It has been known for decades that parasitic infections have a dramatic effect on the human immune system. For instance, some evidence suggests that certain allergic reactions are due, in part, to IgE molecules responding to antigens that are similar to proteins found on various parasitic worms, causing the immune system to overreact. What has been less well understood is the immune response to coinfections of parasites and pathogenic bacteria like Helicobacter pylori.
Now, a new study from investigators at the Technical University of Munich (TUM) has completed the first study of the effects of simultaneous infection with blood flukes (schistosomes) and H. pylori—a common occurrence in some parts of the world. Findings from the new study were published recently in Cell Reports through an article titled “Concomitant Infection of S. mansoni and H. pylori Promotes Promiscuity of Antigen-Experienced Cells and Primes the Liver for a Lower Fibrotic Response.”
Around 240 million people worldwide are afflicted with schistosomiasis, an illness caused by flatworms of the genus schistosoma, commonly known as blood flukes. These parasites generally enter the human body with water from lakes, ponds, or rivers. Worms, larvae, and eggs are transported to various organs in the body through the bloodstream. The species Schistosoma mansoni is especially damaging to the liver, where it causes cirrhosis.
H. pylori is a bacterium that colonizes the human stomach. One in three people in Germany carry it and the worldwide rate is actually around 50%. Infections are associated with stomach ulcers and cancer. In places where schistosomes are widespread, as in some African countries south of the Sahara, coinfections with H. pylori are frequent. A research team that is part of the Institute for Medical Microbiology, Immunology, and Hygiene at TUM used mice to study what happens in a coinfection with H. pylori and S. mansoni.
In a schistosomiasis infection, the initial infection is followed by an acute phase, superseded about five weeks later by a chronic phase. In their study, the researchers showed that fewer T cells were found in the stomach during the acute phase of schistosomiasis. In hosts infected only by H. pylori, these immune cells are more numerous in the stomach and cause inflammation there.
“We show that the schistosomiasis drives an increase in chemokine levels in the liver. The chemokines attract the T cells and, in a sense, misdirect them to the liver,” said co-senior study investigator Markus Gerhard, PhD, professor at TUM. “This leads to a reduction in stomach inflammation.”

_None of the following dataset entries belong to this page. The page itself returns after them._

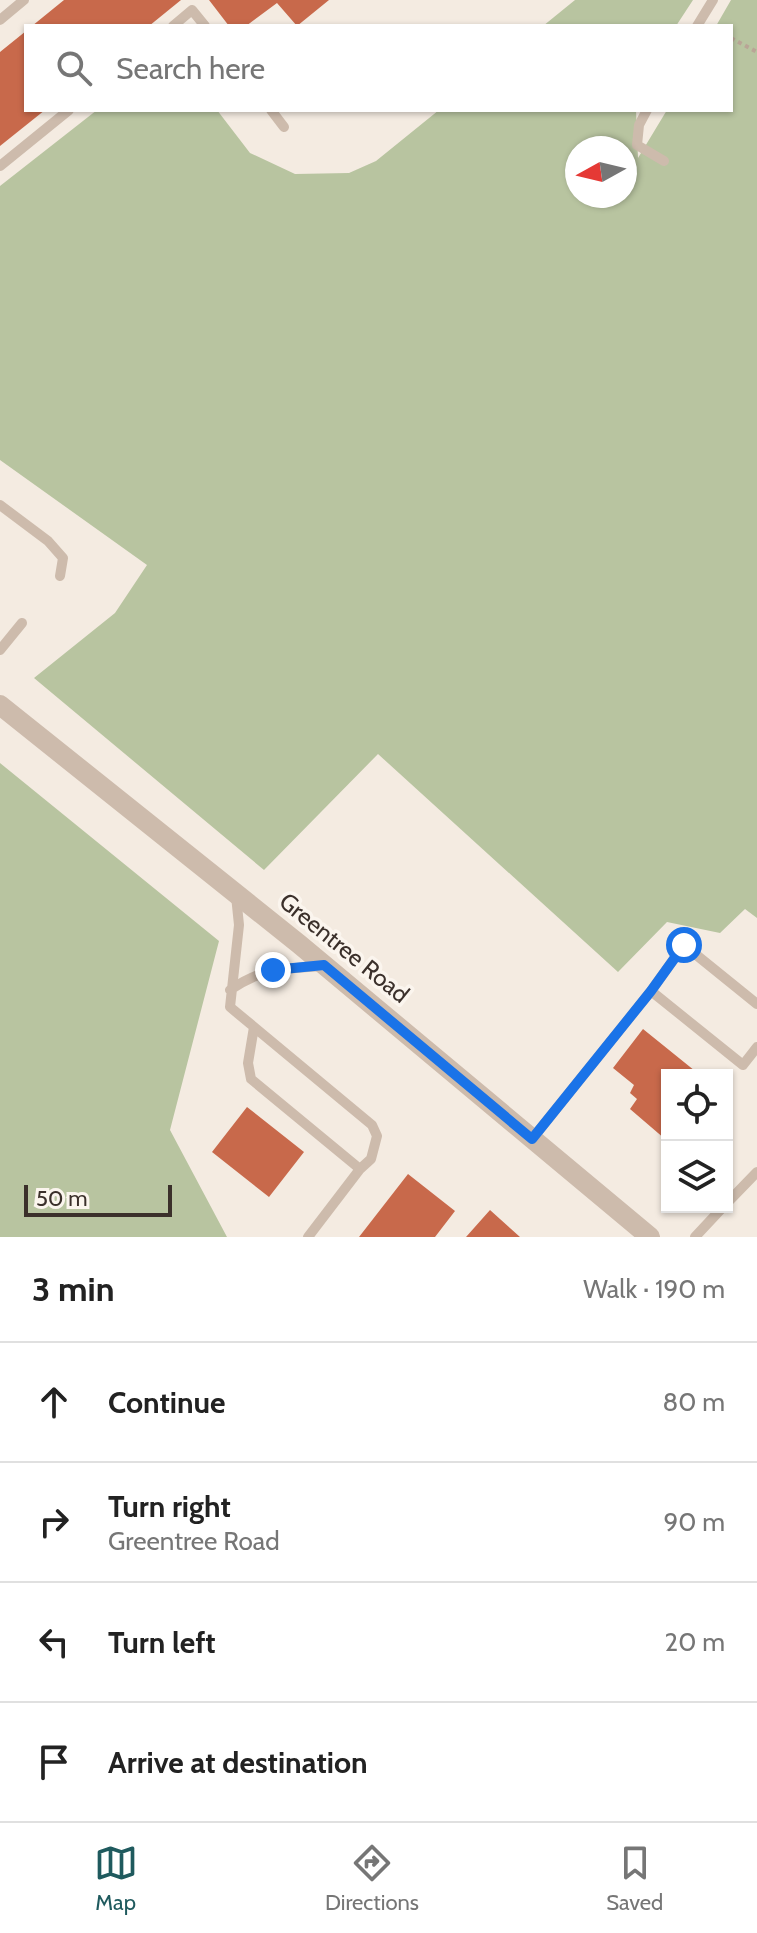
<!DOCTYPE html>
<meta charset="utf-8">
<style>
body{margin:0;font-family:Cabin,sans-serif;background:#f6f6f6;color:#222}
.controls{position:absolute;right:24px;bottom:24px;display:grid;overflow:hidden;border-radius:0px;box-shadow:0 2px 6px #0004}
.controls button{width:72px;height:72px;display:grid;place-items:center;padding:0;border:0;border-bottom:2px solid #e0e0e0;background:#fff;color:#222;font:40px sans-serif}
.compass{position:absolute;left:565px;top:136px;width:72px;height:72px;border-radius:50%;background:#fff;box-shadow:0 2px 6px #0004;rotate:262deg}
.scale{position:absolute;left:24px;bottom:20px;width:148px;box-sizing:border-box;padding-left:8px;border:4px solid #3b302b;border-top:0;font-size:22px;line-height:28px;white-space:nowrap;color:#3b302b;-webkit-text-stroke:6px #fbf5ee;paint-order:stroke}
.stop{position:absolute;width:24px;height:24px;margin:-18px;border:6px solid #1a73e8;border-radius:50%;background:#fff}
.stop.end{background:#1a73e8;border-color:#fff;box-shadow:0 2px 8px #0008}
.list{margin:0;padding:0;list-style:none}
h2{display:flex;justify-content:space-between;align-items:center;height:104px;margin:0;padding:0 32px;font-size:34px}
h2 small{font-size:26px;font-weight:400;color:#767676}
.list li{display:grid;grid-template-columns:52px 1fr auto;gap:24px;align-items:center;box-sizing:border-box;height:120px;padding:0 32px;border-top:2px solid #e0e0e0}
.list b{display:block;font-size:30px;white-space:nowrap}
.list p{margin:0;font-size:26px;white-space:nowrap;color:#767676}
.list em{font-size:26px;font-style:normal;color:#767676}
.icon{flex:none;width:44px;height:44px;fill:none;stroke:currentColor;stroke-width:2;stroke-linecap:round;stroke-linejoin:round}
.map{position:relative;flex:none;width:757px;height:1237px;overflow:hidden}
.search{position:absolute;background:#fff;box-shadow:0 2px 6px #0004;left:24px;right:24px;top:24px;height:88px;display:flex;align-items:center;gap:20px;box-sizing:border-box;padding:0 28px;border-radius:0px;color:#767676;font-size:30px}
.sheet{height:584px;background:#fff}
nav{display:flex;justify-content:space-around;align-items:center;box-sizing:border-box;height:112px;border-top:2px solid #e0e0e0;background:#fff;font-size:22px;color:#767676}
nav a{display:grid;justify-items:center;gap:4px}
nav .on{color:#1f5a5e}
.map>svg:first-child{display:block}
</style>
<div class="map">
<svg width="757" height="1237" viewBox="0 0 757 1237">
<rect width="100%" height="100%" fill="#f4ebe1"/>
<path fill="#b8c4a0" fill-rule="evenodd" d="M 575,0 L 693,0 L 676,26 L 543,26 Z
M 731,0 L 757,0 L 757,918 L 745,909 L 720,933 L 667,922 L 618,972 L 378,754 L 264,870 L 34,678 L 115,613 L 147,565 L 0,460 L 0,186 L 97,110 L 217,110 L 250,153 L 295,174 L 349,173 L 376,161 L 439,110 L 636,110 L 638,158 L 667,110 L 731,110 L 731,26 L 716,26 ZM 577,148 L 625,148 L 625,196 L 577,196 Z
M 0,763 L 219,941 L 170,1130 L 227,1237 L 0,1237 Z"/>
<path fill="#c8694b" d="M 64,0 L 181,0 L 149,26 L 32,26 Z
M 209,0 L 329,0 L 297,26 L 277,3 L 246,26 L 229,26 Z
M 26,31 L 26,110 L 45,110 L 0,146 L 0,52 Z
M 643,1029 L 700,1075 L 667,1075 L 665,1139 L 630,1109 L 637,1099 L 630,1093 L 634,1085 L 613,1068 Z
M 247,1107 L 304,1152 L 269,1197 L 212,1152 Z
M 408,1174 L 455,1211 L 435,1237 L 359,1237 Z
M 490,1210 L 520,1237 L 466,1237 Z"/>
<g fill="none" stroke-linecap="round" stroke-linejoin="round">
<path stroke="#b9a596" stroke-width="4" stroke-dasharray="4 4" stroke-linecap="butt" d="M 731,38 L 757,52"/>
<path stroke="#cdbbac" stroke-width="10" d="M 0,20 L 24,0
M 173,26 L 192,10 L 205,26
M 697,26 L 713,0
M 271,110 L 284,127
M 647,110 L 639,125 L 637,145 L 664,161
M 0,166 L 69,110
M 0,505 L 48,541 L 63,558 L 60,576
M 0,650 L 22,623
M 236,896 L 239,925 L 230,1007 L 372,1125 L 377,1136 L 371,1159 L 360,1169 L 308,1237
M 230,990 C 263,967 284,969 323,966
M 651,991 L 743,1065 L 757,1047
M 254,1027 L 248,1063 L 251,1079 L 360,1169
M 532,1139 L 651,991 L 684,945 L 757,1004
M 727,1203 L 757,1172
M 695,1237 L 723,1207"/>
<path stroke="#cdbbac" stroke-width="20" d="M 0,705 L 299,944 L 650,1237"/>
</g>
<g fill="none" stroke-linecap="round" stroke-linejoin="round">
<path stroke="#1a73e8" stroke-width="10" d="M 273,970 L 324,965 L 532,1139 L 651,991 L 684,945"/>
</g>
<g text-anchor="middle" stroke-width="7" stroke-linejoin="round" paint-order="stroke">
<g font-size="24" fill="#3b302b" stroke="#fbf5ee">
<text transform="translate(344 948) rotate(39)" y="8">Greentree Road</text>
</g>
</g>
</svg>
<div class="controls">
<button><svg class="icon" aria-label="locate" viewBox="0 0 24 24"><circle cx="12" cy="12" r="6"/><path d="M12 2v4M12 18v4M2 12h4M18 12h4"/></svg></button>
<button><svg class="icon" aria-label="layers" viewBox="0 0 24 24"><path d="M12 4l9 5-9 5-9-5zM3 14l9 5 9-5"/></svg></button>
</div>
<svg class="compass" viewBox="-18 -18 36 36"><path d="M0-13l5 13h-10z" fill="#e53935"/><path d="M0 13l5-13h-10z" fill="#767676"/></svg>
<div class="scale">50 m</div>
<div class="stop" style="left:684px;top:945px"></div>
<div class="stop end" style="left:273px;top:970px"></div>
<div class="search"><svg class="icon" aria-label="search" viewBox="0 0 24 24"><circle cx="10" cy="10" r="6"/><path d="M15 15l6 6"/></svg>Search here</div>
</div>
<section class="sheet">
<h2>3 min<small>Walk · 190 m</small></h2>
<ul class="list">
<li><svg class="icon" aria-label="ahead" viewBox="0 0 24 24"><path d="M12 20V5M6 11l6-6 6 6"/></svg><div><b>Continue</b></div><em>80 m</em></li>
<li><svg class="icon" aria-label="right" viewBox="0 0 24 24"><path d="M7 20v-9h11M14 6l5 5-5 5"/></svg><div><b>Turn right</b><p>Greentree Road</p></div><em>90 m</em></li>
<li><svg class="icon" aria-label="left" viewBox="0 0 24 24"><path d="M17 20v-9H6M10 6l-5 5 5 5"/></svg><div><b>Turn left</b></div><em>20 m</em></li>
<li><svg class="icon" aria-label="arrive" viewBox="0 0 24 24"><path d="M6 21V4h12l-3 4 3 4H6"/></svg><div><b>Arrive at destination</b></div></li>
</ul>
</section>
<nav>
<a class="on"><svg class="icon" aria-label="map" viewBox="0 0 24 24"><path d="M3 6l6-2 6 2 6-2v14l-6 2-6-2-6 2zM9 4v14M15 6v14"/></svg>Map</a>
<a><svg class="icon" aria-label="directions" viewBox="0 0 24 24"><path d="M12 3l9 9-9 9-9-9zM9 14v-3h6M13 9l2 2-2 2"/></svg>Directions</a>
<a><svg class="icon" aria-label="saved" viewBox="0 0 24 24"><path d="M7 4h10v16l-5-4-5 4z"/></svg>Saved</a>
</nav>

The study authors added that “we investigated the effects of coinfection during the different immune phases of S. mansoni infection. “Surprisingly, coinfected mice had increased H. pylori gastric colonization during the interferon-gamma (IFNγ) phase of schistosome infection but reduced infiltration of T cells in the stomach due to misdirection of antigen-experienced CXCR3+ T cells to the liver. Unexpectedly, H. pylori coinfection resulted in partial protection from schistosome-induced liver damage. We demonstrated that an increase in fibrosis-protective IL-13Ra2 is associated with H. pylori infection. Thus, our study strongly points to an immunological interaction of anatomically isolated pathogens, eventually resulting in altered disease pathology.”
This effect fades away when the chronic phase begins, however. While hosts infected with schistosomiasis alone often suffer liver damage during that phase, this is less common with coinfections. In their investigations, the researchers elevated quantities of the signaling protein IL-13dRa2 in the blood of mice infected with the bacteria.
“IL-13dRa2 can provide protection against cirrhosis and can even reverse tissue changes,” noted senior study investigator Clarissa Prazeres da Costa, PhD, professor at TUM. “We, therefore, believe that they could play a decisive role to reduce the extent of liver cirrhosis in coinfections. In everyday life, many people are repeatedly re-infected with schistosomes because they come into frequent contact with water containing the worms. As a result, there is no time limit on the diversion of T cells to the liver because the chronic and acute phases occur simultaneously.”
At first glance, the interactions in case of a coinfection may look like a positive side effect: Although the infected individual is suffering from two illnesses, the harmful effects of both are seemingly reduced.
“Coinfections can have other consequences, however. For example, the changed immune response can limit the effectiveness of vaccines,” Gerhard concluded. Prazeres da Costa added that, “Coinfections are widespread especially in poorer regions. We urgently need more studies on their effects and ways of dealing with them, for example in order to develop new and more effective vaccination strategies.”